When the news [of the abolition of the Caliphate] reached Delhi – where […] the Caliphate had been revered for seven hundred years [since the formation of the Delhi Sultanate] with a naïveté seldom corrected by first-hand acquaintance – the shock declared itself in a dramatic incident at a Red Crescent tea-party which offers a burlesque counterpart to the tragic scene in Saint Jerome’s cell at Bethlehem when the Christian scholar received the news of the fall of Rome.
“A mission from the Turkish Red Crescent Society, which was collecting funds in India at the moment when the news of the abolition of the Ottoman Caliphate arrived, found it advisable to cut short its activities and return home. (The Times, 5th March, 1924; Oriente Moderno, IV, 3, p. 181). The news was actually received during a tea-party at Delhi, where the members of the Turkish mission were being entertained by their Indian co-religionists. Upon the recital of the telegram containing the text of the Turkish Law of the 3rd March, [1924,] [his bracket] all but two of the Indians present immediately left the room.”
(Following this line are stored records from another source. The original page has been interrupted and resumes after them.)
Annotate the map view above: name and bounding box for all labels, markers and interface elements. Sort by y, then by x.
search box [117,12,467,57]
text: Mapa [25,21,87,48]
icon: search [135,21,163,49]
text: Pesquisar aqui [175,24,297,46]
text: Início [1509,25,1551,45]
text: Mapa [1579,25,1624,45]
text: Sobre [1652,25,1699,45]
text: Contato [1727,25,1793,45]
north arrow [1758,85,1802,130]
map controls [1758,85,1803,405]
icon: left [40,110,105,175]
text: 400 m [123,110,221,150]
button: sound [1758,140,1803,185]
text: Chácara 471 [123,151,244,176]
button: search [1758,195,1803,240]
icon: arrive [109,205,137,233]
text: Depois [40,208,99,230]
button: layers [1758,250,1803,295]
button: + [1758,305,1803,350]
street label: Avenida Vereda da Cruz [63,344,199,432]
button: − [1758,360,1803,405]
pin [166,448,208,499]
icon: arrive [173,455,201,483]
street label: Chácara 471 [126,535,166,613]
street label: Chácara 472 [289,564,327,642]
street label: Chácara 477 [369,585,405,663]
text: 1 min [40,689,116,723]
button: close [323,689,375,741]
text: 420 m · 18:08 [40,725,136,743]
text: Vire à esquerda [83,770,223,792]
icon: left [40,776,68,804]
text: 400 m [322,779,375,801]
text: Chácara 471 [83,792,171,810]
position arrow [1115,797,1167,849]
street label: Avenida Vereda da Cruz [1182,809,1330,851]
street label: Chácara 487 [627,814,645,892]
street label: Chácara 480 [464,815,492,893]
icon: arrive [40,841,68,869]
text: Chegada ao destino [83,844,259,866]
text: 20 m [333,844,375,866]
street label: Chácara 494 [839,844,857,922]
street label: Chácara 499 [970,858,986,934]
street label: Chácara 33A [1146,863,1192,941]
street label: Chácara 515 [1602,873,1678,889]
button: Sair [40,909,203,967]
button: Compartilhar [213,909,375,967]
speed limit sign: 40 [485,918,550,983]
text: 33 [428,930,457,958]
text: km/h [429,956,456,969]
A footnote gives the source of this as the previously cited
Toynbee, A. J.: Survey of International Affairs, 1925, vol. i (Oxford 1927, University Press), “The Islamic World since the Peace Settlement” […].
Jerome died near Bethlehem in 420. What is the source for the scene in his cell?
The shock felt by those hearing of the destruction of the Abbasid Caliphate in Baghdad in 1258 is also compared with the shock of hearing of the fall of Rome in 410.
The Indian telegram service will close on July 15.